The stucco houses on Cypress Street gave off a happy, Friday night glow. I drove around the block once, just to make sure everything looked right at home. It did, and I was really ready for a drink, a book, Duke Ellington on the stereo, and a warm bed with my woman, who is definitely no prude.

***

Kimbrough brought bagels and bad news to the doorstep next morning. We all migrated into the kitchen, which was bathed in sun before noon, where I fixed coffee for Kimbrough and Lindsey.

“The Justice Department is on our backs,” he said, settling into one of the white straight-backed chairs at the kitchen table, and setting a file folder before him like a place mat. It was Saturday, but he was wearing a blue blazer, and a subdued burgundy tie with a crisp white shirt.

“About?”

“The logbook.”

“So they won’t even give us time to complete our own Internal Affairs investigation?”

“I’m just telling you what I heard from a friend at the U.S. Attorney’s Office.”

I opened up the Republic, half expecting to see giant headlines about a scandal in the Sheriff’s Office. But the front page was full of idiot consumer news. Plus a prominent smog story. The Phoenix Open promoters must be getting worried.

“It’s obvious to me,” I said, “that Peralta was already looking into the Guadalupe shooting and whatever Nixon was involved with.” I told Kimbrough about Camelback Falls, the file in Peralta’s desk drawer, and the conversation with Lisa Cardiff Sommers.

“Jesus,” he said. “You’re supposed to be holding together a department that’s about to come apart. Instead, you’re running your own little private investigation here.”

Irritation was wired all through his body language. I poured coffee, trying not to let a defensive little tremor show in my hand.

“I had some hunches, that’s all.”

“Well, let me give you another interpretation,” he said. “Peralta’s dirty.”

“What?” Lindsey jerked her shoulders back.

Kimbrough knotted his brow and plowed ahead. “I know the man is lying in a coma, and I care about him, too. But I can’t just wish away his badge number in that log book, entered next to sizable amounts of money. And we’re running out of time.”

He sampled the coffee, then sipped deeper. “Maybe Nixon was blackmailing Peralta? Maybe Nixon raised the stakes too high and Peralta killed him, I got the lab work back yesterday, and Nixon was dead at least twelve hours before Peralta was shot.”

I felt blood rushing into my face. “This is nuts.”

“David, we found one of Peralta’s new business cards there in Nixon’s trailer. One of the cards with him as sheriff, not chief deputy. I checked and those were only delivered two weeks ago. So within the past two weeks, Peralta and Nixon have had contact.”

“Well, if Peralta was going to kill Nixon, would he leave a damned business card?”

“Maybe it didn’t start out that way,” Kimbrough said. “Maybe they had an initial meeting and just talked. Something went wrong. Nixon tried to put the squeeze on Peralta, whatever.” Kimbrough made a gun barrel out of his finger. “Bam, end of problem. But maybe he’s interrupted before he can clean up the evidence.”

“It sounds to me like Peralta was investigating this case himself!” I heard my voice echo angrily off the wall.

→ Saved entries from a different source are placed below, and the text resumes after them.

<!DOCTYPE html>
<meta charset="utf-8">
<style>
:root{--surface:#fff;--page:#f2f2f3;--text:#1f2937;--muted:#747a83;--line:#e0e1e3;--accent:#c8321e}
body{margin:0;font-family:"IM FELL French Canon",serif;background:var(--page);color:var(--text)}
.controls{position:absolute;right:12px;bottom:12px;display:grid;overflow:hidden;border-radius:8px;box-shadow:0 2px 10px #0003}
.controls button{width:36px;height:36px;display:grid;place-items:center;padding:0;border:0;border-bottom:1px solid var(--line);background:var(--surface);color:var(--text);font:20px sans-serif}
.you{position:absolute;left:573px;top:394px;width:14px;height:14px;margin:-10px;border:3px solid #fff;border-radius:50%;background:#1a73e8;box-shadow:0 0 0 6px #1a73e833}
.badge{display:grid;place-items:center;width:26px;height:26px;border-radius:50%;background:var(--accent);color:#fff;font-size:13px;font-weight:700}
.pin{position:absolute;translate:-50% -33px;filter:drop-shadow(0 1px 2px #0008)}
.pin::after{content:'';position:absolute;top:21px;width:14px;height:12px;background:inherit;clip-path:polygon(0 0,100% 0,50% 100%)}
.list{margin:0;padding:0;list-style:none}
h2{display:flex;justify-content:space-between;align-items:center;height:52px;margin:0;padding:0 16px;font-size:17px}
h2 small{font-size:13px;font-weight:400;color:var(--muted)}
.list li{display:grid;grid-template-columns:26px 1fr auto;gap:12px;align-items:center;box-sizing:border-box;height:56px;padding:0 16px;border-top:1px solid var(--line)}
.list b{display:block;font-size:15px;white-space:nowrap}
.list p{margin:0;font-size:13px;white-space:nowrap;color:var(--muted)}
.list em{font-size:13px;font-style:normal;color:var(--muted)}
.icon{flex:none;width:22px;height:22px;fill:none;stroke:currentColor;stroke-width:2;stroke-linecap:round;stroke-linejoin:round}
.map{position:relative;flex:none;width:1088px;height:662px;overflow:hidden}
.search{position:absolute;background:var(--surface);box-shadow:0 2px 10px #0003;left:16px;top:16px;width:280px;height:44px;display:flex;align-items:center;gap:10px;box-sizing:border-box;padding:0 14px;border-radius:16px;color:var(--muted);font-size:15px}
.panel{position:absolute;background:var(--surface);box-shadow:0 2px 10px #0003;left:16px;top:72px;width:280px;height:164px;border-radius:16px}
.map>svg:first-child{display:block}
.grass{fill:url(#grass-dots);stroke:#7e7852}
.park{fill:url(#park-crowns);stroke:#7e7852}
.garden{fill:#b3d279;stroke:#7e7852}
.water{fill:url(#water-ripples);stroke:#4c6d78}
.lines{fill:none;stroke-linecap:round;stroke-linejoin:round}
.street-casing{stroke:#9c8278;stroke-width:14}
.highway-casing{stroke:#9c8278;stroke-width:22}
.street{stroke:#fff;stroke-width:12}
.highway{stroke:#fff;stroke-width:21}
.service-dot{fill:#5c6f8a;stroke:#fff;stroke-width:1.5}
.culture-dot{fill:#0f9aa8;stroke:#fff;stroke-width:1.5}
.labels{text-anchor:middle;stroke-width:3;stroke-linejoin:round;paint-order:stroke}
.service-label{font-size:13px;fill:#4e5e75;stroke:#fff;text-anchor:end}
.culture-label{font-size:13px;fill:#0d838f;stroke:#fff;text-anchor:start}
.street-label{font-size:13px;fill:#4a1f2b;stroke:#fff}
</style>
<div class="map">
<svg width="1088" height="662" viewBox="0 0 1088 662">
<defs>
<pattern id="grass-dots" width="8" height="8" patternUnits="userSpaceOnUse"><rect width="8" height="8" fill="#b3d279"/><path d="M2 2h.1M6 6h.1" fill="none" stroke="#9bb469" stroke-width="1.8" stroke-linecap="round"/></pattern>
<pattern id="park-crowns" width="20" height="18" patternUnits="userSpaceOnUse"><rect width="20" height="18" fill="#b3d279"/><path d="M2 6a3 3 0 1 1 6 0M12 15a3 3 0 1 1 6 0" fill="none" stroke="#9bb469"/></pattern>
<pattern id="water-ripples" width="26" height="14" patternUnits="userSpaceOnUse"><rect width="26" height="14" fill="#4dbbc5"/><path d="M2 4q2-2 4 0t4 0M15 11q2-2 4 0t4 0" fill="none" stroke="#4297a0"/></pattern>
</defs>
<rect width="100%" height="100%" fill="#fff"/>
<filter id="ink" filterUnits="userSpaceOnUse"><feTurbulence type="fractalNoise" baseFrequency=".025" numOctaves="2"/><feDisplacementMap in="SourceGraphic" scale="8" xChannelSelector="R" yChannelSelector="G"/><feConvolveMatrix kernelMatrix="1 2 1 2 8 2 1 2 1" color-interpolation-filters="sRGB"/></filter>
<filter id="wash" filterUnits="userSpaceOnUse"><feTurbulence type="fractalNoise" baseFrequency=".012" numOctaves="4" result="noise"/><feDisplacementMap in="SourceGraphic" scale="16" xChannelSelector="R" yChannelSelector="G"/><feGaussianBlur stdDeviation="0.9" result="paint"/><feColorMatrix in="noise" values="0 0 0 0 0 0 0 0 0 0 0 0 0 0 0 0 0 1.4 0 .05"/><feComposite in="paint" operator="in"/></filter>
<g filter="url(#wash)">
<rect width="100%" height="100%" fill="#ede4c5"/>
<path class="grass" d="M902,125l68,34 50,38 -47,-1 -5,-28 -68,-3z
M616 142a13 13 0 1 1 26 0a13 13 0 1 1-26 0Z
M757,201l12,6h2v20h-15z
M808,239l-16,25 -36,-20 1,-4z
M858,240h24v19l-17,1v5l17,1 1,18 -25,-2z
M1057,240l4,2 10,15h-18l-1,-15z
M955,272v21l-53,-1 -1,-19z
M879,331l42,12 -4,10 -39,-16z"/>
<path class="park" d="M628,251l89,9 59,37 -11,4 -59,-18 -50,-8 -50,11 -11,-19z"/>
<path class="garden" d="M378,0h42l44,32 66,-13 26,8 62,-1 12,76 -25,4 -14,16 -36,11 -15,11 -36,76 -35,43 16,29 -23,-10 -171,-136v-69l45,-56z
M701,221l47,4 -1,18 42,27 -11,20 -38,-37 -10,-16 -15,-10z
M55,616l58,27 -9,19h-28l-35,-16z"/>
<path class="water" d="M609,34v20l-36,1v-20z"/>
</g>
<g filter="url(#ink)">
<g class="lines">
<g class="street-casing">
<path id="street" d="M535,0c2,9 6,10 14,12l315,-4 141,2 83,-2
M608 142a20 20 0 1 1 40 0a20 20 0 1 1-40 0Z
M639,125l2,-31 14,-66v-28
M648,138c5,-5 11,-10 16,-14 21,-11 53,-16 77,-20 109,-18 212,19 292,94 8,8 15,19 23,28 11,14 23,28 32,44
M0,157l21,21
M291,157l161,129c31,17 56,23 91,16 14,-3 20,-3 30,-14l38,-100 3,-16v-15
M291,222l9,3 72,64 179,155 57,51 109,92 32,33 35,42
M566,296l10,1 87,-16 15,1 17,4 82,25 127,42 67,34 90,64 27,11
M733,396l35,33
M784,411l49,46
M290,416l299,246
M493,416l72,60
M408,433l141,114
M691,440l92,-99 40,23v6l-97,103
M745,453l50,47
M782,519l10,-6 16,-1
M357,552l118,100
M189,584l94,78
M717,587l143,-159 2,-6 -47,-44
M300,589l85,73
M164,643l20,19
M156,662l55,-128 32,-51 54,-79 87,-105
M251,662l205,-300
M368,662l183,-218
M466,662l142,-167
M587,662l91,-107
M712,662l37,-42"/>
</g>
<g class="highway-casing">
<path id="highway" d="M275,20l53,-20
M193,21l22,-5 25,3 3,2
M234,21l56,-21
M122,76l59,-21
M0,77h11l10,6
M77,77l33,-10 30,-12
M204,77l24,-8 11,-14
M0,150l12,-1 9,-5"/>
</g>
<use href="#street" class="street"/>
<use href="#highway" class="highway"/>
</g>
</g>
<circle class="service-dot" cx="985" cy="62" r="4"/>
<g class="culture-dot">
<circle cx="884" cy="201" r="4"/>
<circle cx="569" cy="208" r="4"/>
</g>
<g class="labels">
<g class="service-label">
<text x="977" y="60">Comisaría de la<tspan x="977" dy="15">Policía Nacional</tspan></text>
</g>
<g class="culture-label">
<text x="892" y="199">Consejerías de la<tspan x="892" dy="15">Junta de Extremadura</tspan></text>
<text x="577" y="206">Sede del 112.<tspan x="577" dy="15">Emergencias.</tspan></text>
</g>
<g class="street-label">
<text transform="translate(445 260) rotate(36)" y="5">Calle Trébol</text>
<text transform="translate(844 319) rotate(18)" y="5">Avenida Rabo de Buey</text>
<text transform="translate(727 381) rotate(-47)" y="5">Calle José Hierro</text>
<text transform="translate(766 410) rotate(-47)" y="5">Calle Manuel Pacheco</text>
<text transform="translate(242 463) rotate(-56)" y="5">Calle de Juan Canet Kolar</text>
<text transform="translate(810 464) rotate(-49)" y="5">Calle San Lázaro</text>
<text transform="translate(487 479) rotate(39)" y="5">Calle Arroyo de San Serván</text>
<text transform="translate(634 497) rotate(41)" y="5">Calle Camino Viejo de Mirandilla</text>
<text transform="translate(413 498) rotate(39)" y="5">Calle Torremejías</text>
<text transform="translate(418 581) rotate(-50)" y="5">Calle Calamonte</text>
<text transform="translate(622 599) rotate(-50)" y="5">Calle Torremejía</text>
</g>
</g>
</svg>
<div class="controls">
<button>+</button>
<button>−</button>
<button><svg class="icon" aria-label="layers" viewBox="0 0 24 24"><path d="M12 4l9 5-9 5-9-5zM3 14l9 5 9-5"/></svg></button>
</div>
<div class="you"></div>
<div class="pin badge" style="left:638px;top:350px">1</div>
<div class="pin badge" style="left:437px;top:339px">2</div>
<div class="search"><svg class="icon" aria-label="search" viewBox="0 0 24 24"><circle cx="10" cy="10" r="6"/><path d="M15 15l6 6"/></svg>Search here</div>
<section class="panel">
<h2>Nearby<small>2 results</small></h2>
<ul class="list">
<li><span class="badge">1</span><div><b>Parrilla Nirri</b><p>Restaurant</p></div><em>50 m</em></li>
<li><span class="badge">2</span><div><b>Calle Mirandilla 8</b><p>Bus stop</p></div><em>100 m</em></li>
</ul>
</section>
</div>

“Hear me out, if you’re going to play Lone Ranger,” Kimbrough said through gritted teeth. “Think of the pressure Peralta could have been under. He’s about to be sworn in as sheriff, and here’s this scumbag Nixon blackmailing him.”

Lindsey said, “So then Peralta finds a way to shoot himself on the day of his swearing in? Just to make it look good?”

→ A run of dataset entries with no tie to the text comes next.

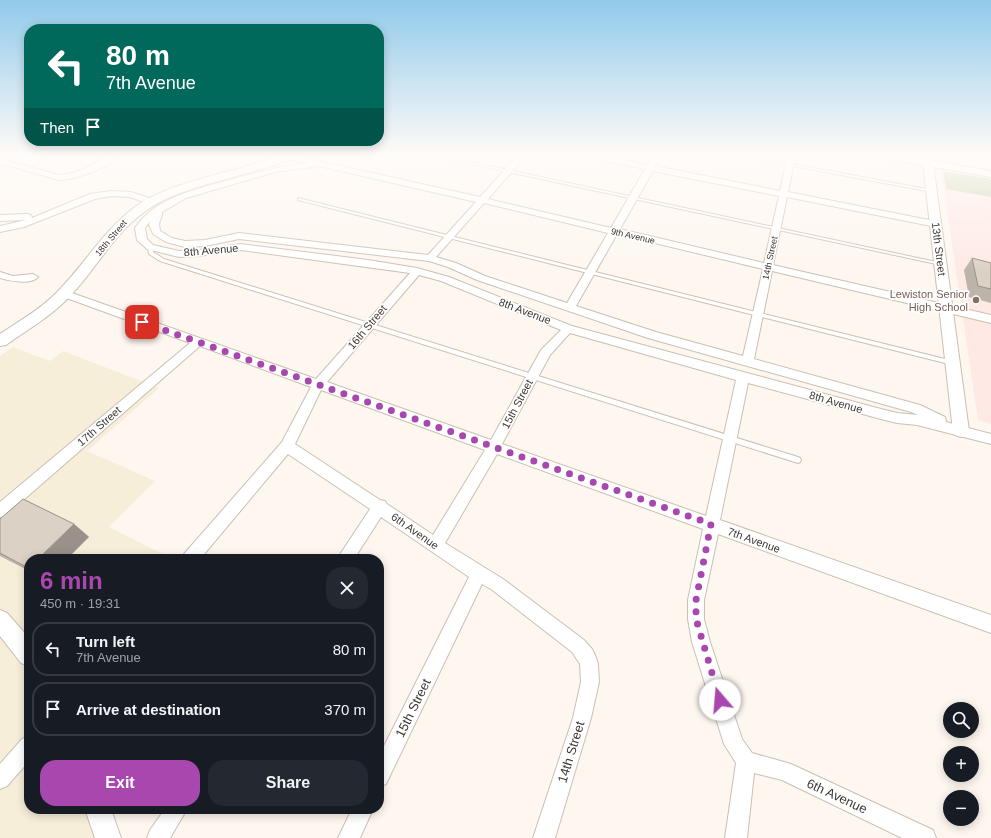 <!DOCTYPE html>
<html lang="en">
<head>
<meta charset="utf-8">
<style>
	:root { --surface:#171b24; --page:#242831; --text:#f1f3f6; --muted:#9ea1a6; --line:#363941; --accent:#a847ae }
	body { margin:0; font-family:Arial,sans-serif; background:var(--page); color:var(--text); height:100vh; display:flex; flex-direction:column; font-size:15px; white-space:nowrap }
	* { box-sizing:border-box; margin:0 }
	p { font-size:13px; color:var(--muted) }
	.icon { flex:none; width:22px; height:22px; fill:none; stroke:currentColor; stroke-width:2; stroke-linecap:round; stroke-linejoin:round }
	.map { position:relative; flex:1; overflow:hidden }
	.drawer { position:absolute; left:24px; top:554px; width:360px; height:260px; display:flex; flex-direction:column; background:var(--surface); border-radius:16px; box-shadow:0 2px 10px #0003 }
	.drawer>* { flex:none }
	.top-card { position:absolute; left:24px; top:24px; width:360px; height:122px; border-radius:16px; box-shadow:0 2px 10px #0003; background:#00695c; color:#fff; overflow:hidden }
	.fabs { position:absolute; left:943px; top:702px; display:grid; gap:8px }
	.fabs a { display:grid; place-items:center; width:36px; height:36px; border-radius:50%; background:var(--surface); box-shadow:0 2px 10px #0003; font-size:20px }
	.pin { position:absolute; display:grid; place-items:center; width:34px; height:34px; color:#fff; margin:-17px; border-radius:8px; box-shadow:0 2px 6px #0006 }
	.me { position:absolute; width:44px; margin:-22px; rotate:342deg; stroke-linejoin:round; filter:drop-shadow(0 0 3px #0008) }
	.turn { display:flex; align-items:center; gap:14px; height:84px; padding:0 16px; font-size:18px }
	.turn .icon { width:52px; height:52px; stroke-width:2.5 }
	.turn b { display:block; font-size:28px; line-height:34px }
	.then { display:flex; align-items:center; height:38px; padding:0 16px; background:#0003; gap:8px; font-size:15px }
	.round { display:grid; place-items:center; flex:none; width:42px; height:42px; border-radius:16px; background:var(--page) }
	.summary { display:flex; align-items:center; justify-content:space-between; height:68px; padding:0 16px }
	h1 { font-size:24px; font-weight:700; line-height:30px; color:var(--accent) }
	.primary-button { display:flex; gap:8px; margin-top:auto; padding:8px 16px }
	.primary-button a { flex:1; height:46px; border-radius:16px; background:var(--accent); color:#fff; font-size:16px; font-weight:700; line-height:46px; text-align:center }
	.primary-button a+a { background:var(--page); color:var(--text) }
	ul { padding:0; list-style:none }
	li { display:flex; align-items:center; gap:12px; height:54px; margin:0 8px 6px; padding:0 8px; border:2px solid var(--line); border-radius:16px }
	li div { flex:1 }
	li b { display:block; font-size:15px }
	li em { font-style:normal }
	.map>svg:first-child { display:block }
</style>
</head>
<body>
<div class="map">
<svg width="991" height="838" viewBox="0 0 991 838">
	<rect width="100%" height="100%" fill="#fef7f0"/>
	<path fill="#f6eed8" d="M13,347L50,361L63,351L159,388L87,451L155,481L109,527L173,559H29V809H98L108,838H0V356Z"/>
	<path fill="#fee9e5" d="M941,170L991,179V424L978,420Z"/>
	<path fill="#c6d1ab" d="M943,171L991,179V197L946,189Z"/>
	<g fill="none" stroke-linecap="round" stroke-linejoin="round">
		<g stroke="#cabfb3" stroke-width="2">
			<path id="service" d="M425,154H433L941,263L943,264L941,265Z
				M729,154H738L932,190L934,191L932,192Z
				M298,198L953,361L956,363L953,365L298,200Z
				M148,246H152L153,252L164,259L798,457L800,458L801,460L800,462L798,463L160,261L149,254L148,247Z"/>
		</g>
		<g stroke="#cabfb3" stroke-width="2">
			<path id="minor" d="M112,154H122C108,168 78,179 59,180L0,163V159L59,175C79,174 95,164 112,154Z
				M271,154H286L480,197L519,154H527L488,199L611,228L645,169L581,156L577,154H594L648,165L654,154H662L655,166L780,191L788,154H796L788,192L939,222L941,224L939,226L936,227L787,197L773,265L991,315V323L772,271L754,359L920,405L945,417L946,422L991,434V444L917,425L897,423L881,419L748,383L720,520L991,615V633L718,534L704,600V619L710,642L742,739L752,753L791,764L933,830L936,838H902L782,780L754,773L747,838H725L736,763L724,744L692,642L688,619V600L703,529L497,454L445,543L503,579L584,640L592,649L595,655L598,664L599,682L591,718L555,838H533L573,718L581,682L580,664L572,652L491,589L482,584L386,784L379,787V756L469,577L381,517L354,559H337L370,509L288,454L200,559H182L184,554L282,442L311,387L200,346L5,516L0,517V502L190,343L61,296L60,294L61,292H69L316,379L410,273L241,250L199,256L179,257L147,249L137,240L135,228C155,198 193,190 226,181C254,173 277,167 306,163ZM319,166L476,202L428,255L239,233L205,240L185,241L172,238L160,231L159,224L162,215V212L186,198L275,172ZM653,171L779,196L764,263L620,229ZM484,203L608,233L567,303L485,276L456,263L436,257ZM151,220L149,224L153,234L166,242L185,247L205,246L239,239L429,261L448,267L477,280L648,338L911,412L918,415L897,413L881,409L572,326L449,277L417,268L368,260L241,244L199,250L179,251L153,245L147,239L145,228ZM617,234L763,269L743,356L656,332L576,306ZM419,275L441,281L561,330L541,350L491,440L327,382ZM570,333L736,380L706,516L502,444L550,355ZM321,390L485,450L433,535L387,504L385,501L380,500L295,444Z
				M111,191L131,192L155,200L156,202L152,205L130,197L111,196L95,199L24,227L0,232V226L26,220L0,221V215L28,214L31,215L32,218L90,194Z
				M0,272L13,276L33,274L38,277C31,285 9,281 0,278Z
				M29,736V761L7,786L0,789V764L22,739Z
				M165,809H187L170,838H147L150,830Z
				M352,809H373L360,838H338Z"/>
		</g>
		<g stroke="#cabfb3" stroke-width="2">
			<path id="tertiary" d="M928,160L933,163L969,431L967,435L961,437L955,435L953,431L923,163Z
				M0,610L7,613L29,638V666L21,663L0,636Z
				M85,809H111L121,838H95Z"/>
		</g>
		<g stroke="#cabfb3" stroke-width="2">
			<path id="secondary" d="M287,154H304L303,156C280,163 256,171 233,177C202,186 169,193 143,213C113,235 96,269 71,295C52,316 28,329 6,345L0,346V334C21,320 44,307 61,288C86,262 105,229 135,207C162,188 194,181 225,172C246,167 266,160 287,154Z
				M871,154H896L991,171V177L876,157Z"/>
		</g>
		<use href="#service" fill="#fff" fill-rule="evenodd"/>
		<use href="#minor" fill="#fff" fill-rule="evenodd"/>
		<use href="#tertiary" fill="#fff" fill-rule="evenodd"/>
		<use href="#secondary" fill="#fff" fill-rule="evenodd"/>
	</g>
	<path fill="#bdb4a9" d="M972,258L991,263V303L969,297L964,270Z
		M0,519L74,524L89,537L29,559V571L0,556Z"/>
	<path fill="#9a928a" d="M74,524L89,537L67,559H38Z"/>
	<path fill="#dcd1c5" stroke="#9a928a" d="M972,258L991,263V289L978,286Z
		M23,499L74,524L38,559H29V567L28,568L0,553V519Z"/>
	<linearGradient id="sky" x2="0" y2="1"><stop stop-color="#91caea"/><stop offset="0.57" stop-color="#fffbf8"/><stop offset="1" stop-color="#fffbf8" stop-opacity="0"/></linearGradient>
	<rect width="991" height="272" fill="url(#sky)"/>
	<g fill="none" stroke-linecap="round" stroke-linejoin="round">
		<path stroke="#a847ae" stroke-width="7" stroke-dasharray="0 12.6" d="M142,322L711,524L696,600V619L720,700"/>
	</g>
	<circle fill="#8d6e63" stroke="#fff" stroke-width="1.5" cx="976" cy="300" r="4"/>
	<g text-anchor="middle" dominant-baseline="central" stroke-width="3.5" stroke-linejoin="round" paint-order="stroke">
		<g font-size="9" fill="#3c3833" stroke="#fff">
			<text transform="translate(633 236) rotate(13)">9th Avenue</text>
			<text transform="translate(111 238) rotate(-50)">18th Street</text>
			<text transform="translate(770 258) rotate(-78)">14th Street</text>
		</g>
		<g font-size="11" fill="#3c3833" stroke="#fff">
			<text transform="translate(939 249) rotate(83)">13th Street</text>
			<text transform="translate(211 250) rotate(-5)">8th Avenue</text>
			<text transform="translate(525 311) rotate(21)">8th Avenue</text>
			<text transform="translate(367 327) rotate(-50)">16th Street</text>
			<text transform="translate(836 402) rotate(16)">8th Avenue</text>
			<text transform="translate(517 404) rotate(-62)">15th Street</text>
			<text transform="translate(99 426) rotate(-41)">17th Street</text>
			<text transform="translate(415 531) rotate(35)">6th Avenue</text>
			<text transform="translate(754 540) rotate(20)">7th Avenue</text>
		</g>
		<g font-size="11" fill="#785e54" stroke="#fff" text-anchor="end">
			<text x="968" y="294">Lewiston Senior<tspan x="968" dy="13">High School</tspan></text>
		</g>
		<g font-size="13" fill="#3c3833" stroke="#fff">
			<text transform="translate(413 708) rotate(-64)">15th Street</text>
			<text transform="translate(571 752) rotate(-73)">14th Street</text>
			<text transform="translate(837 796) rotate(25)">6th Avenue</text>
		</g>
	</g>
</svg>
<div class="fabs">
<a><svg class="icon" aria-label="search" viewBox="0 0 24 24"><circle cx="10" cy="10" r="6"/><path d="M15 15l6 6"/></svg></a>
<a>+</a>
<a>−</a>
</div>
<div class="pin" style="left:142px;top:322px;background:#d93025"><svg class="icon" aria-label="arrive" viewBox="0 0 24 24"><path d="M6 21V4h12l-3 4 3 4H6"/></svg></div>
<svg class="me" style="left:720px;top:700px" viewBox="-20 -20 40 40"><circle r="19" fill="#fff"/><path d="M0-13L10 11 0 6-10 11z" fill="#a847ae"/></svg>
<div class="top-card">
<div class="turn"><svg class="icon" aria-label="left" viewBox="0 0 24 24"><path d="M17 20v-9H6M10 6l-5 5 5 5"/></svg><div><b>80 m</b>7th Avenue</div></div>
<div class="then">Then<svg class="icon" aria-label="arrive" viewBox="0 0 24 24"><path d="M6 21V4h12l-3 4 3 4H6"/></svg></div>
</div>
<section class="drawer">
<div class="summary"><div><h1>6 min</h1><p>450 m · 19:31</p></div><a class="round"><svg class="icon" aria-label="close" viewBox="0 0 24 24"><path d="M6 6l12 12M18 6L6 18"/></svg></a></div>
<ul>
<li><svg class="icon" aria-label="left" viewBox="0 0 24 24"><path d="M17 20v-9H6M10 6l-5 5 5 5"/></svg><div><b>Turn left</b><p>7th Avenue</p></div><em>80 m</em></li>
<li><svg class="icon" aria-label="arrive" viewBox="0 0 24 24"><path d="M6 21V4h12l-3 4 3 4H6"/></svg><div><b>Arrive at destination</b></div><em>370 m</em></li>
</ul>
<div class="primary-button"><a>Exit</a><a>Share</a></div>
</section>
</div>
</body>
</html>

“No.” Kimbrough’s eyes were large and earnest, incapable of irony. “There was obviously some kind of double-cross. Maybe Peralta had threatened to implicate the other dirty cops, those other badge numbers. And one of them had to take him out. David, I have seen the list of badge numbers in the logbook. There are nine current Sheriff’s Office employees among them. Nine. Including Peralta. There are fourteen former deputies, including Matson and Bullock.”

“Damn it,” I said, “none of this is proven yet. I didn’t even want to know that information before Internal Affairs completes its investigation. These deputies deserve due process.”

“The point is,” Kimbrough said, “who knows what kind of shit these cops were into twenty years ago? Maybe they were still in it this year. Those kind of people would go to any lengths to keep it covered up.”